Maulana Abdul Rahim Bin Muhammad Ali Yugovi, also known as Bawa Molbi, was a great scholar of Ahle Hadith from Yugo, Baltistan. His father was a famous scholar of that time among the Noorbakhshia of Yugo. Today, people in Baltistan consider him as the first person who propagated and preached Ahle Hadith school of thought among the mainstream. Due to his contributions a lot of people among Norbakhshis of Baltistan converted to Ahle Hadith sect and two villages became predominantly with Ahle Hadith population, with Yugo 100 percent followers of Ahle Hadith.
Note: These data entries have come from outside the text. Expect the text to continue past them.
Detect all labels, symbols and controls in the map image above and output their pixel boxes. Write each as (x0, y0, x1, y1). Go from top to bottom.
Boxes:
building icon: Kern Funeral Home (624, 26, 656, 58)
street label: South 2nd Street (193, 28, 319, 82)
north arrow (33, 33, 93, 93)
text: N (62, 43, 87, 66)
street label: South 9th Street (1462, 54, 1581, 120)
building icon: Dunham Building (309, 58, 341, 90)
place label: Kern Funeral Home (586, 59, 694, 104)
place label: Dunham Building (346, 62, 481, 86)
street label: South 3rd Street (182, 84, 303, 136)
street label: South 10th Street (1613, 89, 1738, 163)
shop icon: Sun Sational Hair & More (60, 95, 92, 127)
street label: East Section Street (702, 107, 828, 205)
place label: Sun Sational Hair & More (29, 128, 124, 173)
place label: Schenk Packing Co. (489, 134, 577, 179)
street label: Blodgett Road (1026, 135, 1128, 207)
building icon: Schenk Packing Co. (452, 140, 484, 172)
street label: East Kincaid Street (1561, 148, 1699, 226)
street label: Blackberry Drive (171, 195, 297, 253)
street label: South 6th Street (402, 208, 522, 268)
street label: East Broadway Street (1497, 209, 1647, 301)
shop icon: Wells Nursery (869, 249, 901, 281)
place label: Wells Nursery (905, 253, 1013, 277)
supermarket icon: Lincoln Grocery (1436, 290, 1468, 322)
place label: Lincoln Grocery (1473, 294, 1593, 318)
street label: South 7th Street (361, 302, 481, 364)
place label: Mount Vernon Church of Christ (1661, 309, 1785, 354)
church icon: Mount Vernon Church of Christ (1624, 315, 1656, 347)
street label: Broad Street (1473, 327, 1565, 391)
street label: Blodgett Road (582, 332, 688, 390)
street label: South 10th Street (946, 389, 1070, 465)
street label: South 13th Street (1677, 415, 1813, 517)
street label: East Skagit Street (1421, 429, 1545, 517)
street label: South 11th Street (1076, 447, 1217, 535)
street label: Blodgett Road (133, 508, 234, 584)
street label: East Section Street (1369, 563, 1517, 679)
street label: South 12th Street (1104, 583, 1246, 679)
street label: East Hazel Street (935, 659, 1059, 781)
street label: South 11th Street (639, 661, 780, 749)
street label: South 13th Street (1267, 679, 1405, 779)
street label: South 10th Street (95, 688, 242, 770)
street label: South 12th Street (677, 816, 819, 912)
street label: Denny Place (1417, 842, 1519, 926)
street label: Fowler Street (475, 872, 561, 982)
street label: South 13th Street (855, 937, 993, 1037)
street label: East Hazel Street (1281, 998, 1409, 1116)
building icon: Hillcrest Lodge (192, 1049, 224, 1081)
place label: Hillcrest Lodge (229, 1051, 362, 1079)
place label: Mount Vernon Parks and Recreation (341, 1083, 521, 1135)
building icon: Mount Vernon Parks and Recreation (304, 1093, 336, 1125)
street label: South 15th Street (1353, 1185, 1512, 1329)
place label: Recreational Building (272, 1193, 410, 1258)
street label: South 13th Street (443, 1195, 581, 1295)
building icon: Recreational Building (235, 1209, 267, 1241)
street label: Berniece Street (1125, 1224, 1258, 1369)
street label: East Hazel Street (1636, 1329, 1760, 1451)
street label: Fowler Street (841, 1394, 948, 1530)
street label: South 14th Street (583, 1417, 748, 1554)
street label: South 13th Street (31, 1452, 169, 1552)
==Birth and early education==
Maulana Abdul Rahim Bin Muhammad Ali Yugovi was born in 1860 AD in a religious family. He had two brothers Abdul Karim and Abdul Wahid who died during the lifetime of his father. Maulana Abdul Rahim Bin Muhammad Ali Yugovi got his early education from Akhond Soday Ali Balghari. Then he studied from Sayyeds of Keris, Kharkoh and Shigar ulemas. The books he studied include Quran Majeed, Pand Nama, Karimia, Gulistan, Bostan, Fiqh e Ahwat, Usool-ew-Etiqadiyah and Dawat-e-Sofia. Then he went to India for higher education and got admission in Darul Uloom Deoband and studied there for 23 years. Then he went to Madrasa-e-Naziriyah where he completes his education from Maulana Abdul Salam in 1908 AD (1327h).

==Return to hometown and conversion to Ahlehadith school of thought==
There were some people before Maulana who accepted Ahlehadith school of thought from Baqir colony including Molvi M.Islam and his brothers Ismail and abul Hassan and Ghulam popularly known as Wahhabi Ghulam. Some people from the town of Maulana had already accepted Ahlehadith, they were Abdul Aziz, Mali, and Soday Ali wh accepted Ahle Hadith while they were working in Delhi and came back to Baqir Colony. There in Baqir Colony they used to offer prayers with their Noorbakhshia brothers, but due to daily skirmish and arguments they decided to build their own mosque. Following their leading imam, all the people of Sirkiting (Baqir Colony) accepted Ahle hadith Sect, and cooperated and coordinated with the three former Ahe Hadith persons. Thus once for all, the people of Baqir Colony converted all together to Ahle Hadith sect.

==Contribution==
Maulana established a Madrassa in Baqir Colony, where not only students from Yugo but other parts of Baltistan got educated. He used to give what he has food at home to his students. He spent all the wealth he had upon his students.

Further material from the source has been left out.